* _The input_

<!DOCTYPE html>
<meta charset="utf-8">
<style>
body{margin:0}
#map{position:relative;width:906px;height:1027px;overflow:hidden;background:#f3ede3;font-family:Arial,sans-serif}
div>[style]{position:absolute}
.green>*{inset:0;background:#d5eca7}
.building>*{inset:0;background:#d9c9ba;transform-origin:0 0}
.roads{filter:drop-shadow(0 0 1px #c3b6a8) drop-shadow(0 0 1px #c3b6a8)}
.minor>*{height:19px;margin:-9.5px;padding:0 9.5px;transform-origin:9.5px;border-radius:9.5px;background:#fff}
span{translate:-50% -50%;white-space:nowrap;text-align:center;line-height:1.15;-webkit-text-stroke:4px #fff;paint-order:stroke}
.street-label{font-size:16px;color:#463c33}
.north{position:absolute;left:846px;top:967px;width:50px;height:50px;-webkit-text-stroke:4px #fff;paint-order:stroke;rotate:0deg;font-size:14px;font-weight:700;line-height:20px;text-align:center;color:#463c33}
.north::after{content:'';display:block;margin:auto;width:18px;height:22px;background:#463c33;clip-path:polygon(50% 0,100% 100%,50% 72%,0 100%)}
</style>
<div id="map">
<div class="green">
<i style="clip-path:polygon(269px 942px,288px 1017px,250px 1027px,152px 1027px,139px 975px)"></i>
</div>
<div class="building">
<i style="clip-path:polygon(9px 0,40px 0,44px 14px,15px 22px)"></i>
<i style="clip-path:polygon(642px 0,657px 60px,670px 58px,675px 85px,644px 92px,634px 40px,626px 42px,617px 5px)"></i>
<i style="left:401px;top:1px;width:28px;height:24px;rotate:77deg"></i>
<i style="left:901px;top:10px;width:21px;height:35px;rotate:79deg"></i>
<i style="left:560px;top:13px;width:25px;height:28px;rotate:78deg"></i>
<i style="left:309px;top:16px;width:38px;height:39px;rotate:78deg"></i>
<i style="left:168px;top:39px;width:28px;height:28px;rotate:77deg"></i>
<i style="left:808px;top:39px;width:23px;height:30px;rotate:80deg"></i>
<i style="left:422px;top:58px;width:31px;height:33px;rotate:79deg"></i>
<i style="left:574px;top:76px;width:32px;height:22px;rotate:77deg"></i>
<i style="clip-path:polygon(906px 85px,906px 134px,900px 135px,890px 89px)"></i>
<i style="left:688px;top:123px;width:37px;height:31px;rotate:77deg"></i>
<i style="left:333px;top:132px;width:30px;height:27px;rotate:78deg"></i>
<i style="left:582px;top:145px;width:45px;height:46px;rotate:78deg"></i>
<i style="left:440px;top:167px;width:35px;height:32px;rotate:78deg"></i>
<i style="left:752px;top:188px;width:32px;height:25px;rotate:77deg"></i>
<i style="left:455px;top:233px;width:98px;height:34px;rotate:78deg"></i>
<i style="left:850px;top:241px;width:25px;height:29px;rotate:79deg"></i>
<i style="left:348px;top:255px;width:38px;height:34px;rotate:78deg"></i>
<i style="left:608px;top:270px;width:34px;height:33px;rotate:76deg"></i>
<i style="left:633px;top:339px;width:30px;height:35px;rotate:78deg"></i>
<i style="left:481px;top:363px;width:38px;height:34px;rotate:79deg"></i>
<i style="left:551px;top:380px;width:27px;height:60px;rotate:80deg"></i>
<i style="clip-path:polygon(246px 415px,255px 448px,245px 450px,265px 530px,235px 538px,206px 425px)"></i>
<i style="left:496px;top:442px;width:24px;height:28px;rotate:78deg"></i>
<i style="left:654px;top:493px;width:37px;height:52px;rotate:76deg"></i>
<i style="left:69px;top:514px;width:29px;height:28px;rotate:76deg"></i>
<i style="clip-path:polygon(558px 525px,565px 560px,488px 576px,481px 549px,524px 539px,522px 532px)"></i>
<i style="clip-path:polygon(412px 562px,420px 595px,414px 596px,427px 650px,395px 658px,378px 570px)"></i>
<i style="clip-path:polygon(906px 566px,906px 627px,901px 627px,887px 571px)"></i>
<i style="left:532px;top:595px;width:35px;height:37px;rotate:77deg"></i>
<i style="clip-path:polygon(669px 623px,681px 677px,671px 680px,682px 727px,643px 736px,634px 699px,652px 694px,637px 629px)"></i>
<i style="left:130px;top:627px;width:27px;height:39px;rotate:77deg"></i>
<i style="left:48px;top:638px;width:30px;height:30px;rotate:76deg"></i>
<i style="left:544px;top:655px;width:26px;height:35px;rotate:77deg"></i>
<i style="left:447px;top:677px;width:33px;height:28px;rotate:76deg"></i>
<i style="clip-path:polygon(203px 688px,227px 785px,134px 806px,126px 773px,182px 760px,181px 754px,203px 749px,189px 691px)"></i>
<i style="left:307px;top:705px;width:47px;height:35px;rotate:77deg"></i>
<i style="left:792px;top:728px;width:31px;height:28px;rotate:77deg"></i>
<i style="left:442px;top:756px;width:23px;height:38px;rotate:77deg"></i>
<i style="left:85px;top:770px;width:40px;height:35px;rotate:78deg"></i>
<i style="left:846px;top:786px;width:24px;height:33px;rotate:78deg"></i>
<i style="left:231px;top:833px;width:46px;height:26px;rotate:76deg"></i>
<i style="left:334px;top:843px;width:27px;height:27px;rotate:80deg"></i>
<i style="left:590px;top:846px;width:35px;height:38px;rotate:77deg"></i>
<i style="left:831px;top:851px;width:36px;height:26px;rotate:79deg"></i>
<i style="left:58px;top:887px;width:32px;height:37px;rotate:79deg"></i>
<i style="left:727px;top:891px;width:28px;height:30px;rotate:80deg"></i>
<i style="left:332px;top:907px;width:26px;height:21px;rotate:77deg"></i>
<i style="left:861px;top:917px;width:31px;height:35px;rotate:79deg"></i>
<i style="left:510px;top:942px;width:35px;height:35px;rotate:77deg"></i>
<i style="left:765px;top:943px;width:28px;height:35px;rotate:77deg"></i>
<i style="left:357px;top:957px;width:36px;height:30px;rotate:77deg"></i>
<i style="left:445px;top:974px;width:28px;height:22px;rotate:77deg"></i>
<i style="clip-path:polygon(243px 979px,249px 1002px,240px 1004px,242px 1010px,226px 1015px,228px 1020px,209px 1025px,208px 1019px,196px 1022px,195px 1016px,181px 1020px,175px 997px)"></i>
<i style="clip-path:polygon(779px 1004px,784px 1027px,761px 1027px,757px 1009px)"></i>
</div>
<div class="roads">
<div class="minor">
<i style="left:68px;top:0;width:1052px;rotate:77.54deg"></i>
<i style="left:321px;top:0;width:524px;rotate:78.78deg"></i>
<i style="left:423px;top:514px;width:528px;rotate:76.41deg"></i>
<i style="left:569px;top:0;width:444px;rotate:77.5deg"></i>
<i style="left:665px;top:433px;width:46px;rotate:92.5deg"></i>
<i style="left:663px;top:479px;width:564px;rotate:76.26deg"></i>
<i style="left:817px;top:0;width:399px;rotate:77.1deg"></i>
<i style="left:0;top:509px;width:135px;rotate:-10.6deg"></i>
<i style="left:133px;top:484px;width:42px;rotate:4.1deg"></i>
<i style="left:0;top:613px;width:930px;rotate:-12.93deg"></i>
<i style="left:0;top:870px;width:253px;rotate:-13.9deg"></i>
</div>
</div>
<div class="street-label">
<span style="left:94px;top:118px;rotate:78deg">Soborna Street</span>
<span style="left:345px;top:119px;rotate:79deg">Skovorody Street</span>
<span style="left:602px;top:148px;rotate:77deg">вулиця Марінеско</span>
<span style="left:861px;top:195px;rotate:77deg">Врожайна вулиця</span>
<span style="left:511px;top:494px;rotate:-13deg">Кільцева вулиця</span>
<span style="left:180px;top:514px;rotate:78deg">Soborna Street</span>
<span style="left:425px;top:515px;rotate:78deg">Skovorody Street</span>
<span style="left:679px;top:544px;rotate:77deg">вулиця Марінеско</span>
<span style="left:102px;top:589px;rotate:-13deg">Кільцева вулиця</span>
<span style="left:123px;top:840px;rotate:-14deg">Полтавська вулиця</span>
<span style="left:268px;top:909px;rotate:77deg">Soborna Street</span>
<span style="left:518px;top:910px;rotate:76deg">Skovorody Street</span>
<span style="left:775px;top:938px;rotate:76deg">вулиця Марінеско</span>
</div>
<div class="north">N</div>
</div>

* _Exercise description_
Only lines with the word "north" are wanted, so copy each one from the records.

* _Answer box_
.north{position:absolute;left:846px;top:967px;width:50px;height:50px;-webkit-text-stroke:4px #fff;paint-order:stroke;rotate:0deg;font-size:14px;font-weight:700;line-height:20px;text-align:center;color:#463c33}
.north::after{content:'';display:block;margin:auto;width:18px;height:22px;background:#463c33;clip-path:polygon(50% 0,100% 100%,50% 72%,0 100%)}
<div class="north">N</div>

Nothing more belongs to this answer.